Stop this, he told himself, as the walks through Hyde Park returned to his mind like an accusatory bloodstain on a carpet. There’ll be time for this later. And, just as firmly, he refused to contemplate what that later would constitute.
The house at 17 Monck Circle, like its neighbors, wore the air of having come down in the world. They were tall houses of brown stone, rising flush out of the pavement—servants’ entrances in the back, Asher noted mentally as he paid off his cabby.
Good, he thought. Nothing like a little privacy when breaking and entering.
He observed the tightly shuttered windows as he strolledpast it, looking for the inevitable entrance to the mews. It had once been gated, but the gates had long since been taken down and only their rusted posts remained, bolted to the dingy bricks. Just within the narrow lane, a closed carriage stood, a brougham such as doctors drove. He made a mental note of caution against a possible witness or bar to a quick escape and edged past it, jingling his picklocks in his pocket. He wondered whether Grippen would be able to sense him in his sleep.
If, for that matter, Grippen were here at all. Charles Farren had mentioned owning the building to which he’d been taken after the fiasco at Ernchester House, plus another, a few streets away; Lydia’s more intensive research had turned up several others owned by aliases for the same pair. From things Ysidro had said, he gathered the Spaniard changed his sleeping place frequently—a somewhat uncomfortable mode of living, even for a year, Asher knew from his own experiences abroad. He wondered whether vampires did not simply perish of carelessness when the pressure of pretending to be human grew unbearable.
Except for a few, he thought. Brother Anthony the Minorite had gone quietly mad instead.
And—who? Tulloch the Scot, haunting the churchyards of St. Germain? Elizabeth the Fair, who had drunk the tainted blood of Plague victims? The incalculable Rhys, who had not been seen since 1666? Or some other, more ancient vampire still, hiding in London until his very legend was eradicated …
Until, perhaps, Calvaire had turned him up?
Asher soft-footed his way down the nearly deserted mews, counting cottages and coach houses. Many of these were long empty of the horses and carriages they’d originally housed, transformed into storage or let out for a few shillings. The one attached to Number Seventeen was crumbling and dirty, the doors sagging on rotted hinges,the windows broken. The door into the yard stood ajar.
Asher’s hair prickled on his head as he stepped closer. He could see the two stout padlocks on the inside of the gate, and beyond it, across a tiny yard cluttered with old boxes and decaying furniture, to the house. Moss grew on the paving blocks, on the steps of the sunken areaway, and around the outhouse. No servants had used that kitchen for decades, at least. Above the kitchen, two sets of long French windows gaped mournful and black—the rest of the windows were shuttered.
The rational man, the twentieth-century Englishman, stirred in a faint reflex of protest at the obvious conclusion, but in his heart Asher felt no doubt. The place was the obvious haunt of vampires.

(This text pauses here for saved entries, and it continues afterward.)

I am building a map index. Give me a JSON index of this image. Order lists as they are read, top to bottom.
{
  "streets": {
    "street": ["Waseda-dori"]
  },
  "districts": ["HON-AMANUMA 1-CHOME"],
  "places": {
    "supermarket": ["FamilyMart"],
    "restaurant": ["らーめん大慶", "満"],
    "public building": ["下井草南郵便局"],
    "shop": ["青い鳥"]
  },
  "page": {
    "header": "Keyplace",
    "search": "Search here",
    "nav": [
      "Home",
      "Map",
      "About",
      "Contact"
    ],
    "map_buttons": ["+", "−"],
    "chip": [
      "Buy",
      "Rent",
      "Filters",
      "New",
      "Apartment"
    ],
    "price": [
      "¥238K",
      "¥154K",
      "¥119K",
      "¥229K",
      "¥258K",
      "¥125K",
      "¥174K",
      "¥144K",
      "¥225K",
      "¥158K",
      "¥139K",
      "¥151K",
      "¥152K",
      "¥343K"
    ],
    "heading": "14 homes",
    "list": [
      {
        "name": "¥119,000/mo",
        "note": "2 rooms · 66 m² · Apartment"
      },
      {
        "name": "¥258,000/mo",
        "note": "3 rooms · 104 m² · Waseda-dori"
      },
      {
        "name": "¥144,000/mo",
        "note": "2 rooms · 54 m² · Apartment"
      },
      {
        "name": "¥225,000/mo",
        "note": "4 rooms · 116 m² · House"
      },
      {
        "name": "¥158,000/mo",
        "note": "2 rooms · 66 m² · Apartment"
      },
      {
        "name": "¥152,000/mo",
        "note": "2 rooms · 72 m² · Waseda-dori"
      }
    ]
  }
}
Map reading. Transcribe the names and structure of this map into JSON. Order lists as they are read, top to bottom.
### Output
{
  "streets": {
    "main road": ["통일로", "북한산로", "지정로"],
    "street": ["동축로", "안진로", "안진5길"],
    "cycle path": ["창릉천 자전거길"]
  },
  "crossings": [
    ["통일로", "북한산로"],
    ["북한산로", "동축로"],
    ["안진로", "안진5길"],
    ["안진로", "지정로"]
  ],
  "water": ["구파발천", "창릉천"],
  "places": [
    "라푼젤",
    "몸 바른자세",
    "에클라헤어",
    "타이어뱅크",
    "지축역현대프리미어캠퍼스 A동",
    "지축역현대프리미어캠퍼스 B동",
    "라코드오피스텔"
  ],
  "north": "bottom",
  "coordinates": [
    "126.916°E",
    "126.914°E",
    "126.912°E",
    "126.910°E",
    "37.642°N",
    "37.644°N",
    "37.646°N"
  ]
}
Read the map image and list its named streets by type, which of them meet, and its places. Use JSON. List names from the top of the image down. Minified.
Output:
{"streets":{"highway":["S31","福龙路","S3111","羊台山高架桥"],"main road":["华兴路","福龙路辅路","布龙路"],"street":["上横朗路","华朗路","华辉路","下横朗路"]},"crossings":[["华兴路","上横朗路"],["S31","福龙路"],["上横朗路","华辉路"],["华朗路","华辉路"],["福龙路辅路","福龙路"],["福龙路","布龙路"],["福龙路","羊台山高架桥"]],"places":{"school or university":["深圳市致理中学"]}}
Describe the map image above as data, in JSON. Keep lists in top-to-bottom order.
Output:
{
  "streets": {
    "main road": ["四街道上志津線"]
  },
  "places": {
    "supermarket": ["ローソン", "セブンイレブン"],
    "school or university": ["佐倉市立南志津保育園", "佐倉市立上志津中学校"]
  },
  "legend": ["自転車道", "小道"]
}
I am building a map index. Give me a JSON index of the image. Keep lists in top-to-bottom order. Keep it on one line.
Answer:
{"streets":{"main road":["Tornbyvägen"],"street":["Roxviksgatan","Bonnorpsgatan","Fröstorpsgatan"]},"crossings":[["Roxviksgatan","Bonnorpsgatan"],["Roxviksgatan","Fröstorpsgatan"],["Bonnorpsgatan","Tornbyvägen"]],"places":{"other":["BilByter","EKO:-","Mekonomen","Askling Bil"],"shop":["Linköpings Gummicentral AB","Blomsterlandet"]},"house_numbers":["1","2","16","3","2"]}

And the gate was open. He glanced back at the brougham, standing unobtrusively in the lane, waiting …
For whom?
As if to reassure him, the bay hack between the brougham’s shafts shook its mane and chewed thoughtfully on its bit. The last broken fragments of the setting sunlight glinted on the bridle brasses.
Did vampires go driving in the afternoons?
He could think of one that might.
Something seemed to tighten inside of him as he slipped into the rained and weedy yard. If he and Lydia could find this place, someone else certainly could—unless, of course, Ysidro was somehow right after all, and Grippen himself was able to get about by day.
Either way, he was on the verge of this riddle’s dark heart, and, he reflected, probably in a great deal of danger.